Dank netgalley und Rowolt habe ich dieses Buch als Hörbuch erhalten.
Wie der Zufall es wollte, lief einen Tag später der dazu passende Film im TV.
Deshalb habe das Hörbuch relativ schnell verschlungen, zum einen, weil ich gern vorher die Bücher lese bevor ich den Film dazu sehe. Zum anderen, weil die Geschichte sehr spannend war und ich nur so durchgeflogen bin.
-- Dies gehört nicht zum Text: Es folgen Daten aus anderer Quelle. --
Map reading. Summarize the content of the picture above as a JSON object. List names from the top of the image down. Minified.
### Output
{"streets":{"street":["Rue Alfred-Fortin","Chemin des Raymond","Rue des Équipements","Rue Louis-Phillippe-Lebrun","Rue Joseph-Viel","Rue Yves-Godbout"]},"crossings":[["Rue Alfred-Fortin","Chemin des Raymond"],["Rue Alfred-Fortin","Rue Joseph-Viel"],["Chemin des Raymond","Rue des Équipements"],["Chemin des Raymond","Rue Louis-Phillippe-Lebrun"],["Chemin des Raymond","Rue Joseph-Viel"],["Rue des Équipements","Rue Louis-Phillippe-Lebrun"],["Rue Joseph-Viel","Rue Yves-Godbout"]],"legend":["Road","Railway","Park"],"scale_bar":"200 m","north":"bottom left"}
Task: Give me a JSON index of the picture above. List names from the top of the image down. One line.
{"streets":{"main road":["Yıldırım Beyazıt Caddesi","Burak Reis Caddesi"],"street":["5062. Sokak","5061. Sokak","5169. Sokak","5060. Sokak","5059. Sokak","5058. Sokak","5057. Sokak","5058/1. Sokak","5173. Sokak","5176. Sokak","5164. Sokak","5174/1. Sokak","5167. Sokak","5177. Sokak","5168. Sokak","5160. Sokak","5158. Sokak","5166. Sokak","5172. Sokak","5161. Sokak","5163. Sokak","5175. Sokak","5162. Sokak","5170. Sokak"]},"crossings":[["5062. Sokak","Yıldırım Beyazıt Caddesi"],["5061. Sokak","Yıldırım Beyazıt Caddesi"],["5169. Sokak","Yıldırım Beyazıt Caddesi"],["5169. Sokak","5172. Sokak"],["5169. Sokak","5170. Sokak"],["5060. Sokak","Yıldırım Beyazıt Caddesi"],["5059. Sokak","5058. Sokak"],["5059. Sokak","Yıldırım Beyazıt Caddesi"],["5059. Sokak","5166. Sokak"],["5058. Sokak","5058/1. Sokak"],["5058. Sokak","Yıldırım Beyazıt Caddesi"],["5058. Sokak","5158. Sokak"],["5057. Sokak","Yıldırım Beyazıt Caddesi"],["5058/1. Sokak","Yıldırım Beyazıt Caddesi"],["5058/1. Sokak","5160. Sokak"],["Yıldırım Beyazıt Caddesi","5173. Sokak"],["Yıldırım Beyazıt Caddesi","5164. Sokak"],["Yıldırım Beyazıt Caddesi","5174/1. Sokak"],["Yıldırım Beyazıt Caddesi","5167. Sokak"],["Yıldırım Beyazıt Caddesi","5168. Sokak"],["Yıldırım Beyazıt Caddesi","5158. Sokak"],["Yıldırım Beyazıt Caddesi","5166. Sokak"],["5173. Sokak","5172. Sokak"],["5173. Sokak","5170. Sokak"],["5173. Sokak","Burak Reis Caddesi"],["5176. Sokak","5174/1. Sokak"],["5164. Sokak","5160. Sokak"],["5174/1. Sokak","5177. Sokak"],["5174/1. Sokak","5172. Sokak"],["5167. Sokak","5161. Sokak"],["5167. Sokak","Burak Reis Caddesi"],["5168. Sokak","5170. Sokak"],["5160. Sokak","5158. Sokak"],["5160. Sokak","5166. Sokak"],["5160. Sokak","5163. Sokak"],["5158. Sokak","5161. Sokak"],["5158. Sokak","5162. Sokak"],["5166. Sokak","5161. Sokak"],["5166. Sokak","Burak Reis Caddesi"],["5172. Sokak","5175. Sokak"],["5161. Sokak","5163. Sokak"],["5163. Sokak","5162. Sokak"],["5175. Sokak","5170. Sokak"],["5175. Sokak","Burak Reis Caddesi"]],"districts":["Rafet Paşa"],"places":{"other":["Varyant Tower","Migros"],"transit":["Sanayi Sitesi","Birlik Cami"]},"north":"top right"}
Mehrere Menschengruppen sitzen am 13.08.1961 im Zug von München, der zurück in die DDR fährt.
Da ist zum Beispiel ein Flugzeugingenier mit seiner Familie. Er kann sich eine Zukunft im Westen vorstellen, seine Frau dagegen ist sehr prinzipientreu und verschweigt eine wichtige Nachricht.
Man begleitet ein älteres Ehepaar, dass die Urne des verstorbenen Bruders/Schwangers nach Dreaden zurückbringen will. Auch hier erlebt man einen Konflikt zwischen den Eheleuten, denn ihr Sohn ist vor einigen Jahren geflüchtet und sie haben keinen Kontakt.
Eine Musikgruppe fährt nach einem Gig im Westen zurück in Richtung Heimat.

Man hat also mehrere Menschen, die aus den unterschiedlichsten Gründen im Westen waren und nun zurückfahren, wobei sie unterschiedliche Gedanken zu dem SDR-System offenbaren.
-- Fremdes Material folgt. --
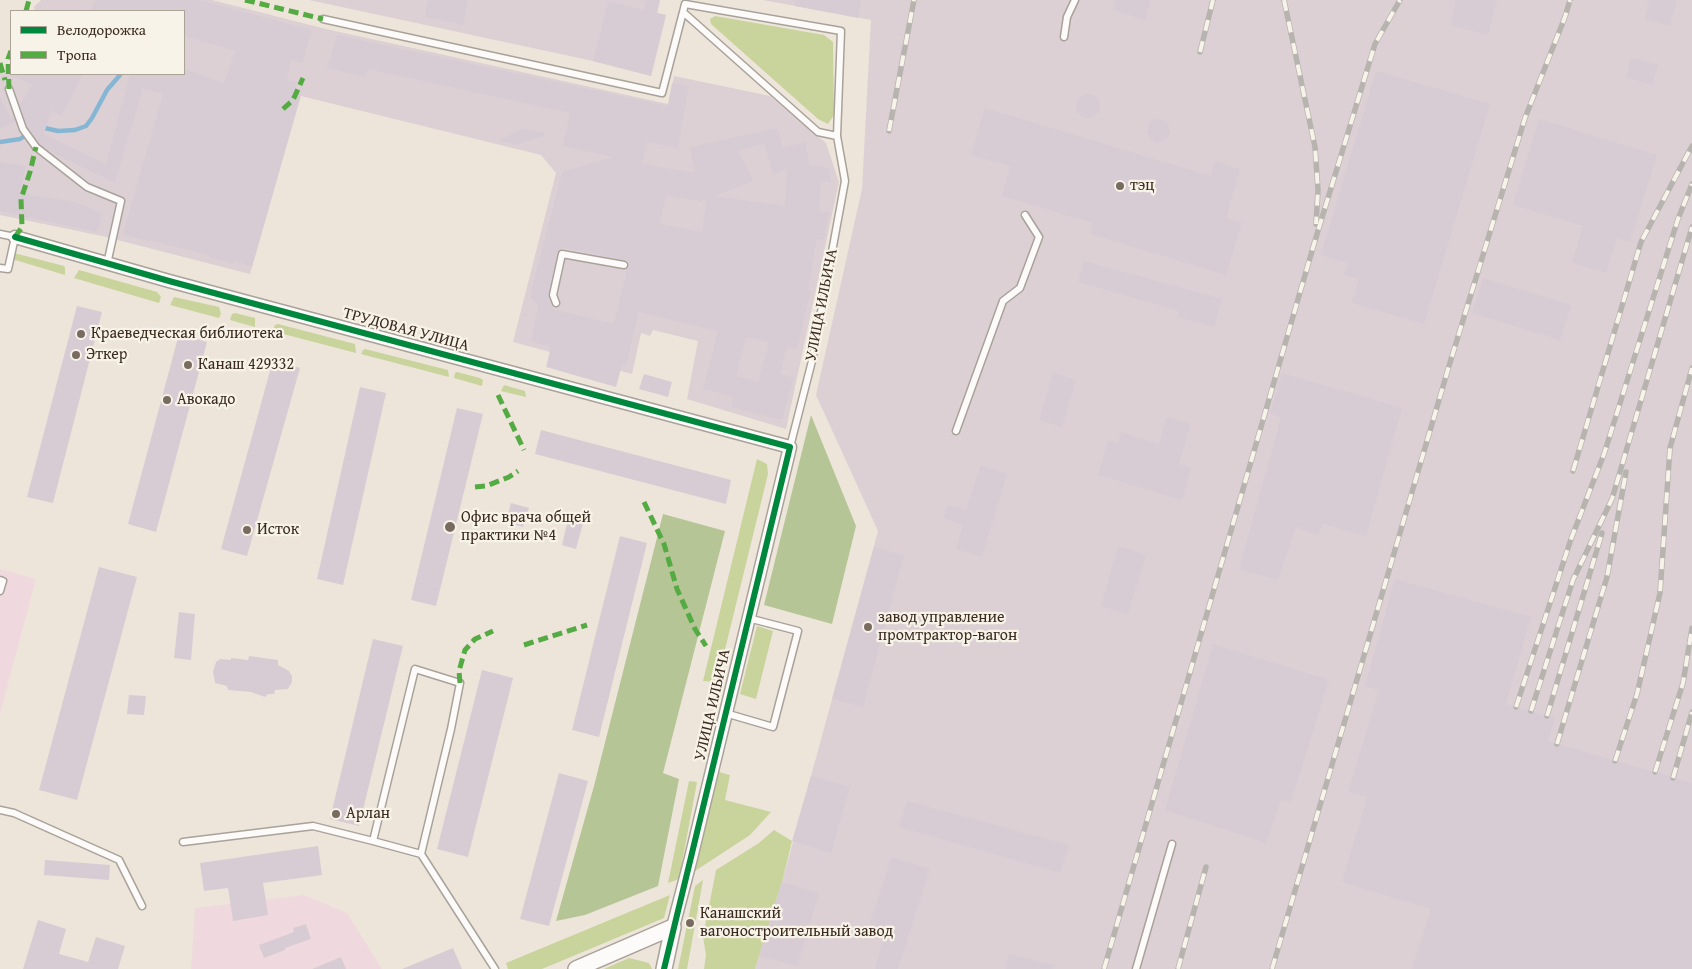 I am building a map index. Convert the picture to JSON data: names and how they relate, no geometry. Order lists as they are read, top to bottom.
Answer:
{
  "streets": {
    "street": ["УЛИЦА ИЛЬИЧА", "ТРУДОВАЯ УЛИЦА"]
  },
  "crossings": [
    ["УЛИЦА ИЛЬИЧА", "ТРУДОВАЯ УЛИЦА"]
  ],
  "places": [
    "тэц",
    "Краеведческая библиотека",
    "Эткер",
    "Канаш 429332",
    "Авокадо",
    "Офис врача общей практики №4",
    "Исток",
    "завод управление промтрактор-вагон",
    "Арлан",
    "Канашский вагоностроительный завод"
  ],
  "legend": ["Велодорожка", "Тропа"]
}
Plötzlich taucht im Zug das Gerücht auf, dass in wenigen Stunden eine Grenze zwischen der DDR und der BRD erbaut werden soll.
Und mit einem Mal steht die Frage im Raum: Gehe ich zurück und bin in meiner Freiheit eingeschränkt oder lasse ich alles zurück und bleibe im Westen.
Das spannende hierbei ist, dass diese Frage die unterschiedlichsten Menschen im Zug betrifft und jeder anders damit umgeht.
Für manche steht die Entscheidung schnell fest. Manche habe nichts weiter zu verlieren
Andere wiederum können diese Entscheidung nicht nur für sich allein treffen.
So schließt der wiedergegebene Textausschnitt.